• ASSIGNED TASK
Every record is to be returned as written, with no omissions.

◇ ◇ ◇ ◇

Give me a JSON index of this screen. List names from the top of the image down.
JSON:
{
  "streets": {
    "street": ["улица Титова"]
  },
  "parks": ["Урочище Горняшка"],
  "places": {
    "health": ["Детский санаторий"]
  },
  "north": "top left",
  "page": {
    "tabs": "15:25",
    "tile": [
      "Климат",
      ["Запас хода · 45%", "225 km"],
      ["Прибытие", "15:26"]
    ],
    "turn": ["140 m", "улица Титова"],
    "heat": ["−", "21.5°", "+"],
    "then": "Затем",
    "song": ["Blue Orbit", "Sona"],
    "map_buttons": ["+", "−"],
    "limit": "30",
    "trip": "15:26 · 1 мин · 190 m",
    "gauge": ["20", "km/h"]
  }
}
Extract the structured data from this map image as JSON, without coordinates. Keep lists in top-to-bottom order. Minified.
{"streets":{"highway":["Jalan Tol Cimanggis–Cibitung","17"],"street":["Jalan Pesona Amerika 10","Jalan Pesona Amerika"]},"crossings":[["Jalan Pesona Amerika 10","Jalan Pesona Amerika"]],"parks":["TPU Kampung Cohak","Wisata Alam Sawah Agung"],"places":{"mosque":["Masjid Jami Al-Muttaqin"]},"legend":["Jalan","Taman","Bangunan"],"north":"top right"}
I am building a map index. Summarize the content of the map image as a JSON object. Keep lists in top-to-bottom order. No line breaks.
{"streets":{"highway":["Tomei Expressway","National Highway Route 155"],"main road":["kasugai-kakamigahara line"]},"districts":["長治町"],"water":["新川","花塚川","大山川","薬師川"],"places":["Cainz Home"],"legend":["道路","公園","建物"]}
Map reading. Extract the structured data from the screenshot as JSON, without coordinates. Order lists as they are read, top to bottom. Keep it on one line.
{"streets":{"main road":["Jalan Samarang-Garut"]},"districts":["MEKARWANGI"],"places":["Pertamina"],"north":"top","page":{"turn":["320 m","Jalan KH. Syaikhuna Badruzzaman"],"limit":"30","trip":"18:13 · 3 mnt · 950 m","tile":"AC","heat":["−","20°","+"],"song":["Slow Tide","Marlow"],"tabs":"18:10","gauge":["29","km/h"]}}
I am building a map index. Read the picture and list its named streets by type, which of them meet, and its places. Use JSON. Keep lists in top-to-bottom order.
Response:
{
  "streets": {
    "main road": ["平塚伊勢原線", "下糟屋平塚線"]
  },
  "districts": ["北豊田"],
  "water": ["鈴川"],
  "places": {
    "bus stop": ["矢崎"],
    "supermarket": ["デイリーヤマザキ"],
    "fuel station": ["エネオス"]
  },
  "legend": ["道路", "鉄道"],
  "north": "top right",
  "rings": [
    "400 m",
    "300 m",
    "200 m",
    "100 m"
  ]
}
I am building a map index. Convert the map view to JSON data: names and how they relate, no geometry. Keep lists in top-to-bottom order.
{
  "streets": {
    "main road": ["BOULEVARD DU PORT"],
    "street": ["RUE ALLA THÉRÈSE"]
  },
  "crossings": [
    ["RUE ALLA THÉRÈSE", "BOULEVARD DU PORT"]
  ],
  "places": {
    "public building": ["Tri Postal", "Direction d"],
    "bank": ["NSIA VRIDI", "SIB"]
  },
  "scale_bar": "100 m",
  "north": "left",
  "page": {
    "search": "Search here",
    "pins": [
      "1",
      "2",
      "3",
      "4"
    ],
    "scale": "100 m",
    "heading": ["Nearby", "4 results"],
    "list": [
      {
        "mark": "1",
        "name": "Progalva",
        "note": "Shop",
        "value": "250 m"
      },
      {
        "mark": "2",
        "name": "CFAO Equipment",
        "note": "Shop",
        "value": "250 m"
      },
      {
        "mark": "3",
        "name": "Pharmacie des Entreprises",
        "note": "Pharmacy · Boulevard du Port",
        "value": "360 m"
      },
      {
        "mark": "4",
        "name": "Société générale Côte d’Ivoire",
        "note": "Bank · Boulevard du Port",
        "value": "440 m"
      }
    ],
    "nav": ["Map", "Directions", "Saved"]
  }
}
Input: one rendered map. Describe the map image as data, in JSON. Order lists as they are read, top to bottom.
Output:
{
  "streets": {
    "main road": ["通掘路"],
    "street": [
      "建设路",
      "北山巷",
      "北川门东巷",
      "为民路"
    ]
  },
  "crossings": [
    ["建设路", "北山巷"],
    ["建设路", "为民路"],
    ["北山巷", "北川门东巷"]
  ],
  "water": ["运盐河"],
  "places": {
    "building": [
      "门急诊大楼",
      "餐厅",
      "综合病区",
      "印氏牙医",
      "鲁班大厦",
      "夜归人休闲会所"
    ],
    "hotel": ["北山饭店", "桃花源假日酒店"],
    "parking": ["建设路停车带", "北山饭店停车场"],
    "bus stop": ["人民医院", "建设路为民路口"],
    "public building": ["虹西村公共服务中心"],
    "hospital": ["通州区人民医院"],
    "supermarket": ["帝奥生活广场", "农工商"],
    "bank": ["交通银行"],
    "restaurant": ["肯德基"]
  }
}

◇ ◇ ◇ ◇

• TASK RESPONSE
Give me a JSON index of this screen. List names from the top of the image down.
JSON:
{
  "streets": {
    "street": ["улица Титова"]
  },
  "parks": ["Урочище Горняшка"],
  "places": {
    "health": ["Детский санаторий"]
  },
  "north": "top left",
  "page": {
    "tabs": "15:25",
    "tile": [
      "Климат",
      ["Запас хода · 45%", "225 km"],
      ["Прибытие", "15:26"]
    ],
    "turn": ["140 m", "улица Титова"],
    "heat": ["−", "21.5°", "+"],
    "then": "Затем",
    "song": ["Blue Orbit", "Sona"],
    "map_buttons": ["+", "−"],
    "limit": "30",
    "trip": "15:26 · 1 мин · 190 m",
    "gauge": ["20", "km/h"]
  }
}
Extract the structured data from this map image as JSON, without coordinates. Keep lists in top-to-bottom order. Minified.
{"streets":{"highway":["Jalan Tol Cimanggis–Cibitung","17"],"street":["Jalan Pesona Amerika 10","Jalan Pesona Amerika"]},"crossings":[["Jalan Pesona Amerika 10","Jalan Pesona Amerika"]],"parks":["TPU Kampung Cohak","Wisata Alam Sawah Agung"],"places":{"mosque":["Masjid Jami Al-Muttaqin"]},"legend":["Jalan","Taman","Bangunan"],"north":"top right"}
I am building a map index. Summarize the content of the map image as a JSON object. Keep lists in top-to-bottom order. No line breaks.
{"streets":{"highway":["Tomei Expressway","National Highway Route 155"],"main road":["kasugai-kakamigahara line"]},"districts":["長治町"],"water":["新川","花塚川","大山川","薬師川"],"places":["Cainz Home"],"legend":["道路","公園","建物"]}
Map reading. Extract the structured data from the screenshot as JSON, without coordinates. Order lists as they are read, top to bottom. Keep it on one line.
{"streets":{"main road":["Jalan Samarang-Garut"]},"districts":["MEKARWANGI"],"places":["Pertamina"],"north":"top","page":{"turn":["320 m","Jalan KH. Syaikhuna Badruzzaman"],"limit":"30","trip":"18:13 · 3 mnt · 950 m","tile":"AC","heat":["−","20°","+"],"song":["Slow Tide","Marlow"],"tabs":"18:10","gauge":["29","km/h"]}}
I am building a map index. Read the picture and list its named streets by type, which of them meet, and its places. Use JSON. Keep lists in top-to-bottom order.
Response:
{
  "streets": {
    "main road": ["平塚伊勢原線", "下糟屋平塚線"]
  },
  "districts": ["北豊田"],
  "water": ["鈴川"],
  "places": {
    "bus stop": ["矢崎"],
    "supermarket": ["デイリーヤマザキ"],
    "fuel station": ["エネオス"]
  },
  "legend": ["道路", "鉄道"],
  "north": "top right",
  "rings": [
    "400 m",
    "300 m",
    "200 m",
    "100 m"
  ]
}
I am building a map index. Convert the map view to JSON data: names and how they relate, no geometry. Keep lists in top-to-bottom order.
{
  "streets": {
    "main road": ["BOULEVARD DU PORT"],
    "street": ["RUE ALLA THÉRÈSE"]
  },
  "crossings": [
    ["RUE ALLA THÉRÈSE", "BOULEVARD DU PORT"]
  ],
  "places": {
    "public building": ["Tri Postal", "Direction d"],
    "bank": ["NSIA VRIDI", "SIB"]
  },
  "scale_bar": "100 m",
  "north": "left",
  "page": {
    "search": "Search here",
    "pins": [
      "1",
      "2",
      "3",
      "4"
    ],
    "scale": "100 m",
    "heading": ["Nearby", "4 results"],
    "list": [
      {
        "mark": "1",
        "name": "Progalva",
        "note": "Shop",
        "value": "250 m"
      },
      {
        "mark": "2",
        "name": "CFAO Equipment",
        "note": "Shop",
        "value": "250 m"
      },
      {
        "mark": "3",
        "name": "Pharmacie des Entreprises",
        "note": "Pharmacy · Boulevard du Port",
        "value": "360 m"
      },
      {
        "mark": "4",
        "name": "Société générale Côte d’Ivoire",
        "note": "Bank · Boulevard du Port",
        "value": "440 m"
      }
    ],
    "nav": ["Map", "Directions", "Saved"]
  }
}
Input: one rendered map. Describe the map image as data, in JSON. Order lists as they are read, top to bottom.
Output:
{
  "streets": {
    "main road": ["通掘路"],
    "street": [
      "建设路",
      "北山巷",
      "北川门东巷",
      "为民路"
    ]
  },
  "crossings": [
    ["建设路", "北山巷"],
    ["建设路", "为民路"],
    ["北山巷", "北川门东巷"]
  ],
  "water": ["运盐河"],
  "places": {
    "building": [
      "门急诊大楼",
      "餐厅",
      "综合病区",
      "印氏牙医",
      "鲁班大厦",
      "夜归人休闲会所"
    ],
    "hotel": ["北山饭店", "桃花源假日酒店"],
    "parking": ["建设路停车带", "北山饭店停车场"],
    "bus stop": ["人民医院", "建设路为民路口"],
    "public building": ["虹西村公共服务中心"],
    "hospital": ["通州区人民医院"],
    "supermarket": ["帝奥生活广场", "农工商"],
    "bank": ["交通银行"],
    "restaurant": ["肯德基"]
  }
}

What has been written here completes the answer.